Kurchatov Institute is preparing to launch a hybrid tokamak T-15MD


Installation of the central solenoid T-15, 80s

The Kurchatov Institute research center dismantled the old T-15 research reactor in the building of the institute - and now a new hybrid installation is being built on its foundation.

“The hybrid tokamak is now called T-15MD. This is a big installation, at the end of the year we have to assemble it on the site of the old T-15 in this building [Kurchatov Institute]. We have dismantled the [old installation], we are building a new one on its foundation, ” said Peter Khvostenko, the scientific director of the Kurchatov complex of thermonuclear energy and plasma technologies.

A new reactor will be assembled by the end of 2018, with a physical launch scheduled for 2020. It will work out the technologies "that are necessary for a thermonuclear neutron source specifically for a hybrid reactor."

T-15 at one time it became one of the world's first prototypes of an industrial thermonuclear reactor, which uses superconducting magnets to control plasma. A reactor with a standard toroidal chamber with a large radius of 2.43 m and a small radius of 0.7 m demonstrated that Soviet physics was on the right path to obtaining a fusion pool.


Tokamak T-15 - toroidal installation for magnetic plasma confinement. Designed by Vasmily Andreevich Glukhikh (now Academician of the Russian Academy of Sciences)

The T-15 received the first fusion plasma in 1988 and continued to work until 1995.

Experimental Thermonuclear Reactors


Controlled thermonuclear fusion is a real holy grail for energy.
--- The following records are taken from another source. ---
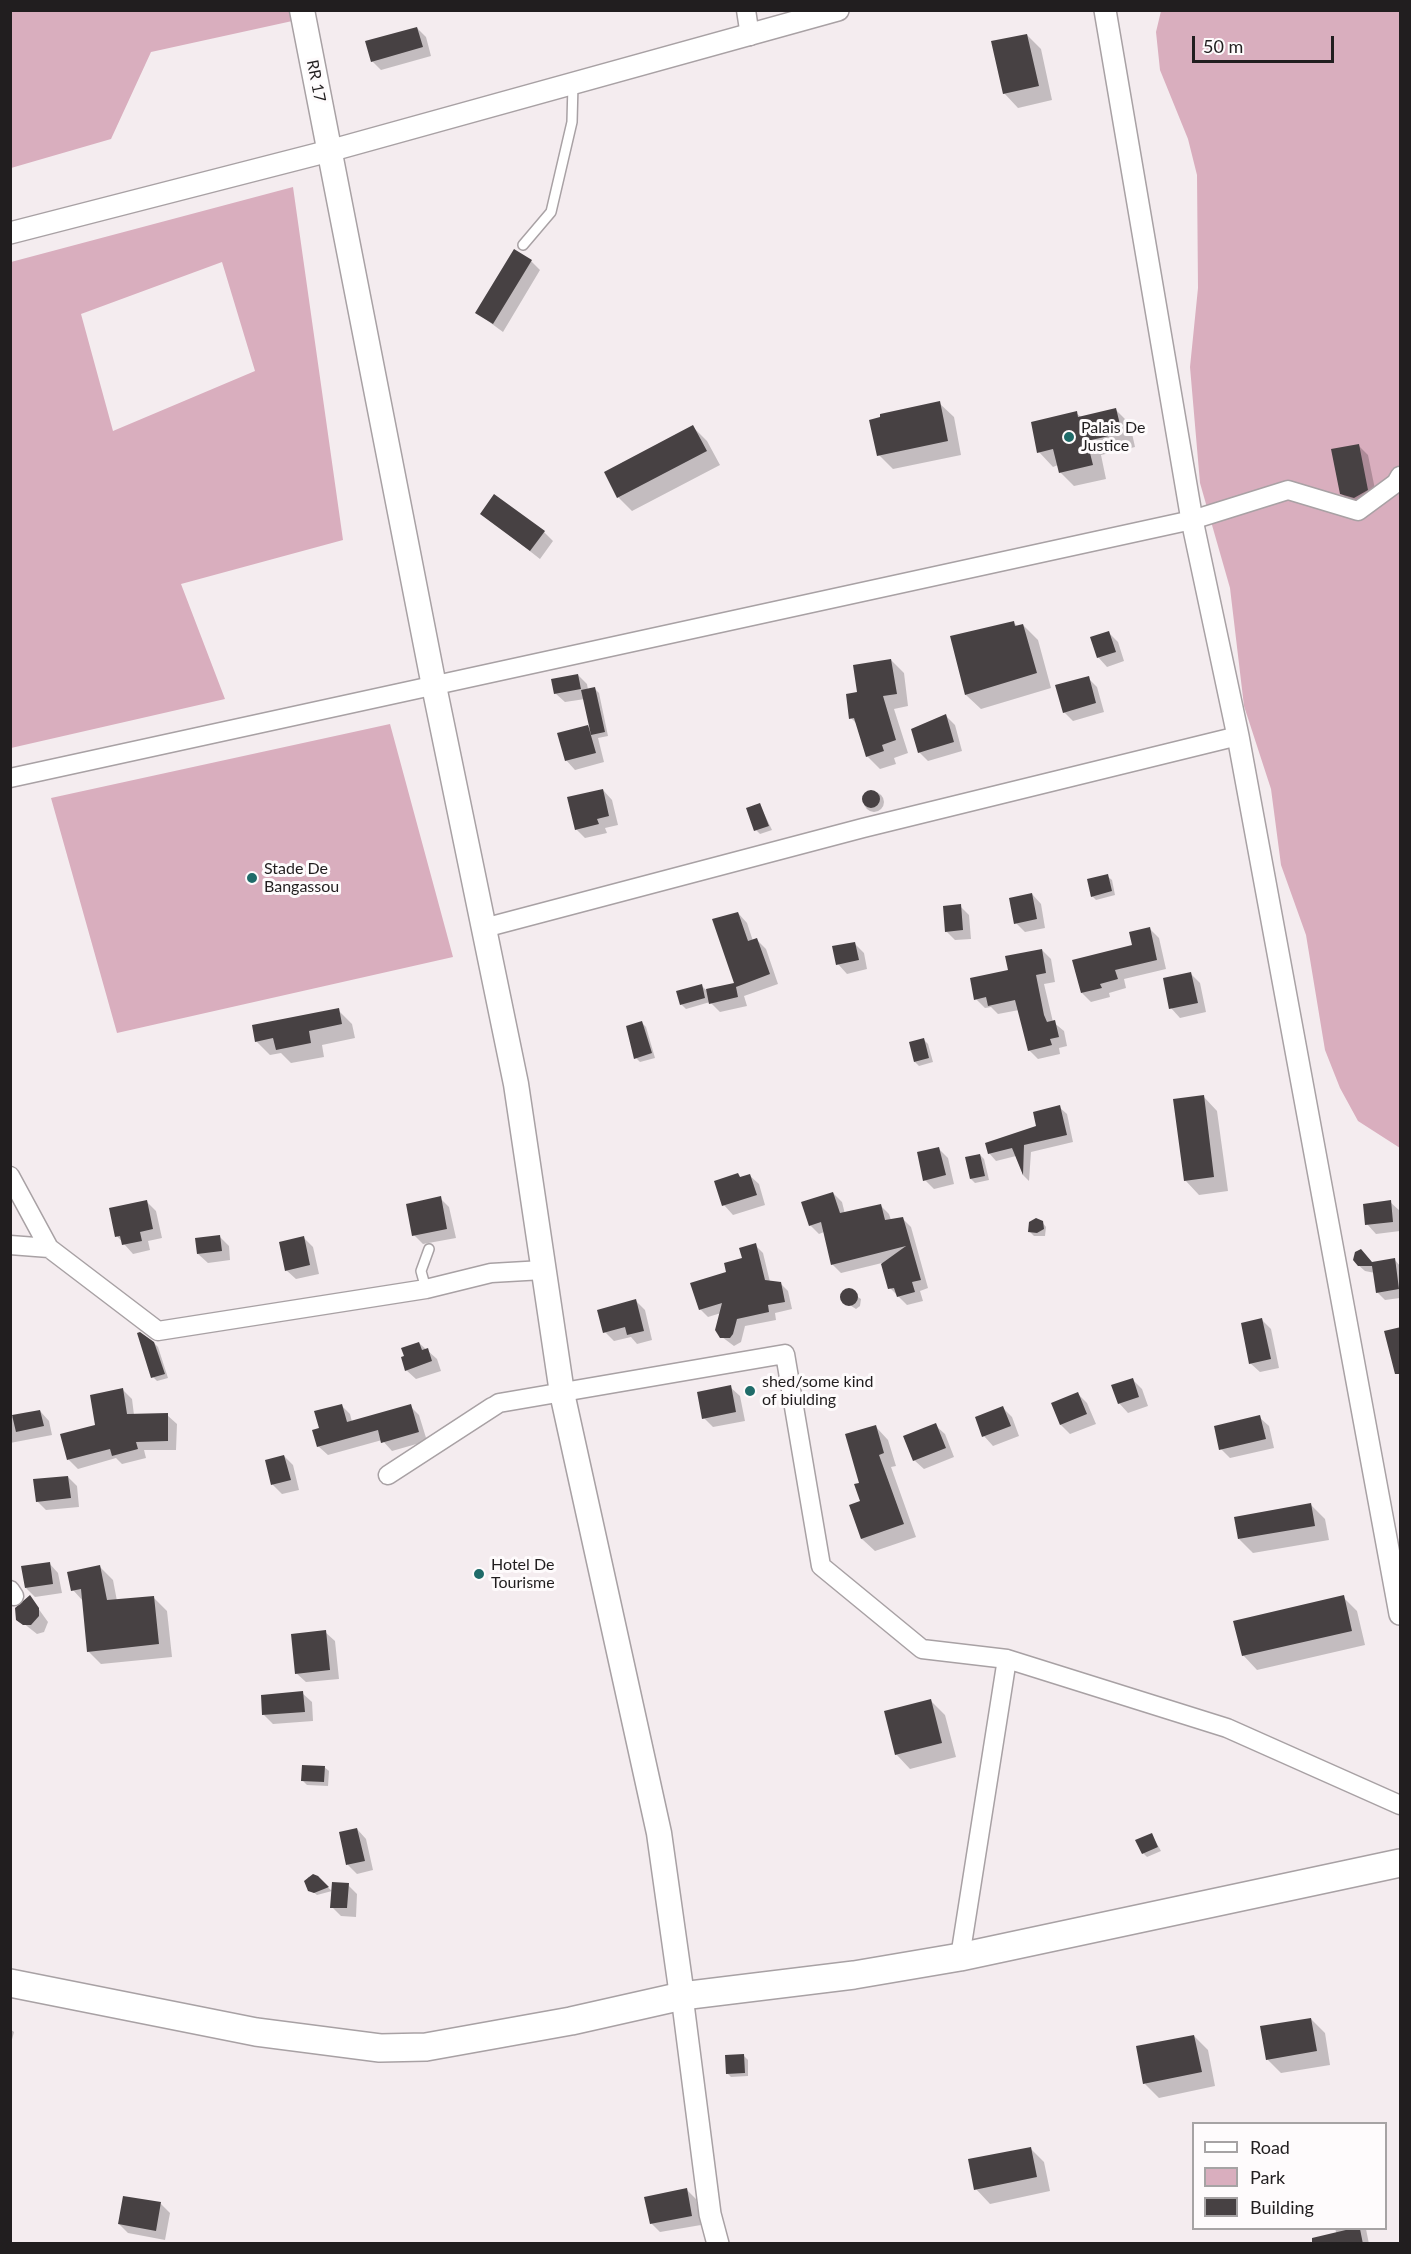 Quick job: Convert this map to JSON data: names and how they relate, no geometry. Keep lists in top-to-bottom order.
{
  "streets": {
    "main road": ["RR 17"]
  },
  "places": [
    "Palais De Justice",
    "Stade De Bangassou",
    "shed/some kind of biulding",
    "Hotel De Tourisme"
  ],
  "legend": ["Road", "Park", "Building"],
  "scale_bar": "50 m"
}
If physicists learn to keep the plasma in a magnetic trap and spend less energy on the magnets than is released as a result of the reaction, then mankind will receive an almost inexhaustible source of clean energy, and it will be possible to forget about fossil fuels from hydrocarbons and uranium . According to the estimates of scientists, humankind will only have enough reserves of 50–70 years for uranium-235 reserves, so it’s now irrational to build new NPPs of the usual type.

It is obvious to some specialists that the future lies in thermonuclear fusion . Attempts to create a working fusion reactor were made repeatedly. Since 2007, the construction of the ITER (International Thermonuclear Experimental Reactor) has been underway, but the project has been significantly outdated by $ 5 billion, and the deadlines have been repeatedly postponed.
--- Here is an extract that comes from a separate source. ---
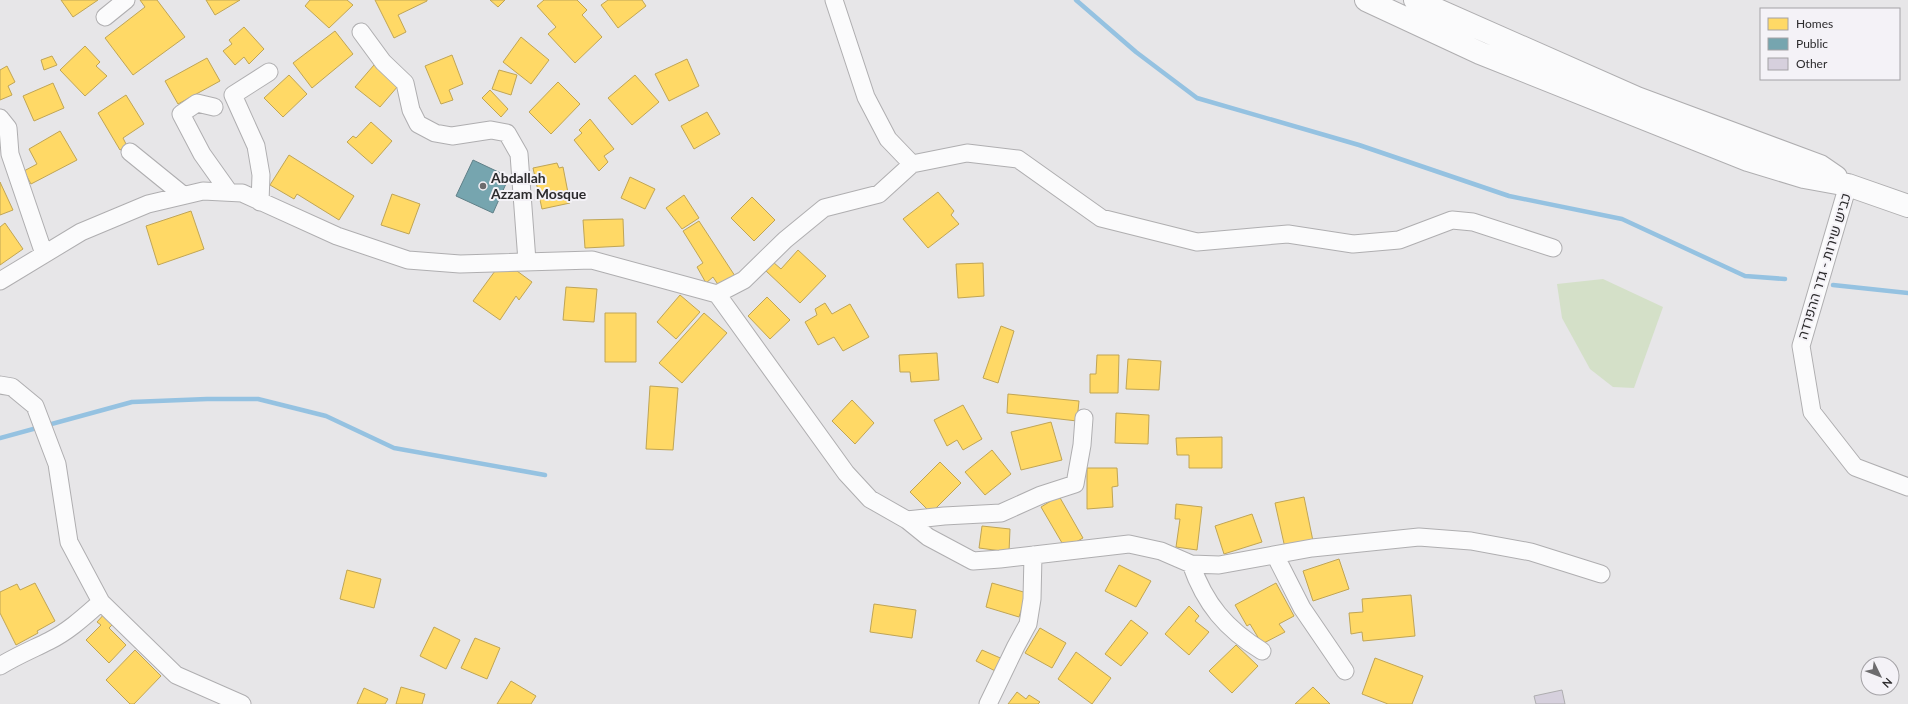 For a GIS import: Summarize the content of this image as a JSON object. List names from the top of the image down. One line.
{"streets":{"street":["כביש שירות - גדר ההפרדה"]},"places":["Abdallah Azzam Mosque"],"legend":["Homes","Public","Other"],"north":"bottom right"}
The USSR is one of the organizers of the ITER project, now Russian scientific organizations are responsible for the manufacture of 25 systems. The integration center for foreign participants of the ITER project is the Institute of Nuclear Physics (INP) of the Siberian Branch of the Russian Academy of Sciences; elements of components manufactured in different countries will be assembled and tested on its territory. The first plasma at ITER is planned to be obtained in 2025.
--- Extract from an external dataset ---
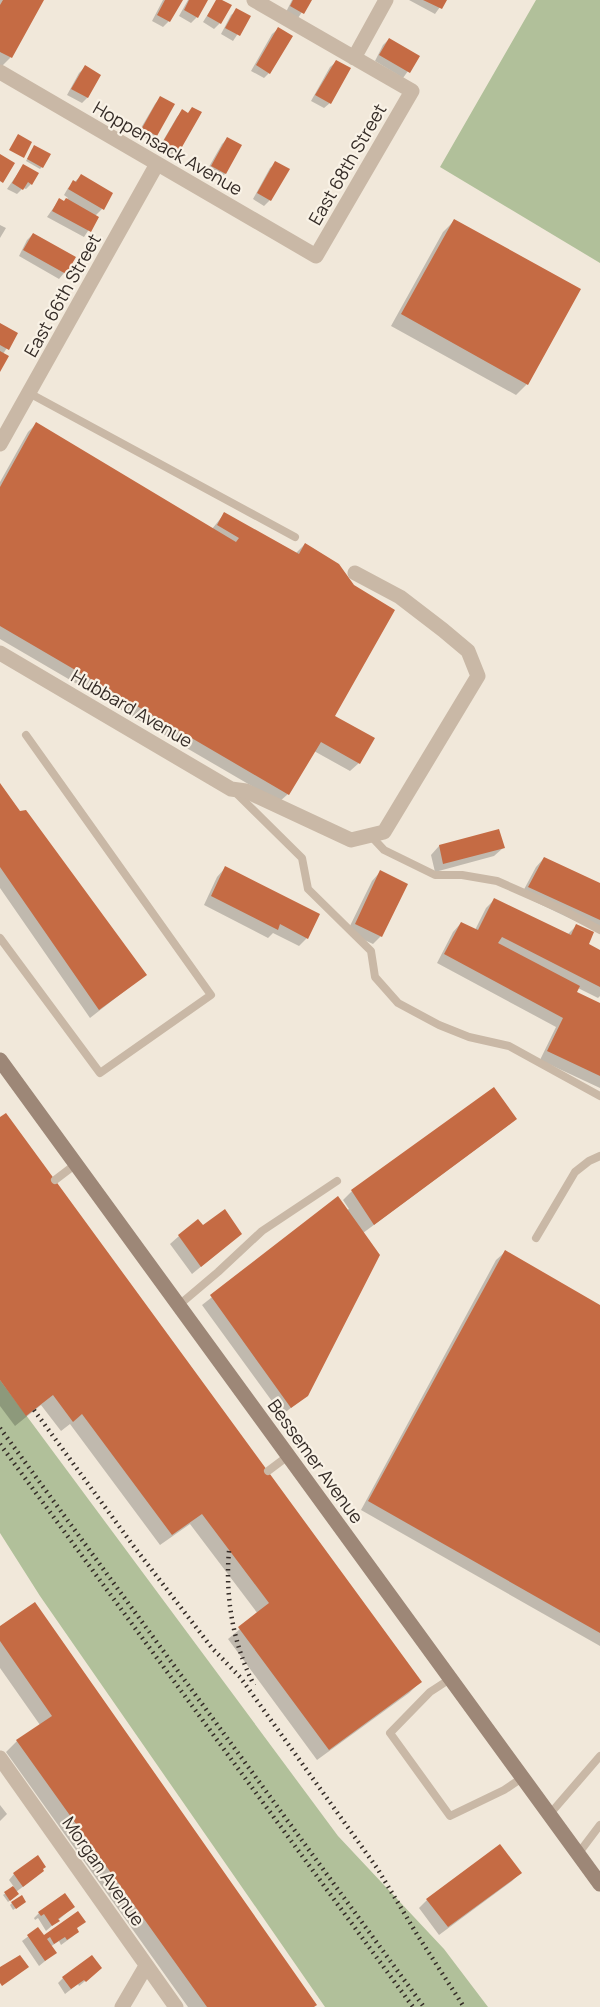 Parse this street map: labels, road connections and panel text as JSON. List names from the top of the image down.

The world's first tokamak T-1 built in 1954

Other experiments with thermonuclear fusion are underway. For example, at the Massachusetts Institute of Technology, together with Commonwealth Fusion Systems , the construction of an operating prototype of a much smaller smaller fusion reactor (using a YBCO superconductor, yttrium – barium – copper oxide) is underway . To begin with, MIT is going to manufacture a prototype 100 MW reactor of only 1/65 size from ITER in 10 years. It will produce energy in pulses of 10 seconds - heat is not planned to be converted into electricity, but scientists expect that the energy produced will be about twice as much as the cost of heating the plasma. Then, the construction of a 200 MW reactor will begin with a generator that supplies electricity to the network. If the project is completed successfully within the stated period of 15 years, then this may be the world's first actually working thermonuclear power station.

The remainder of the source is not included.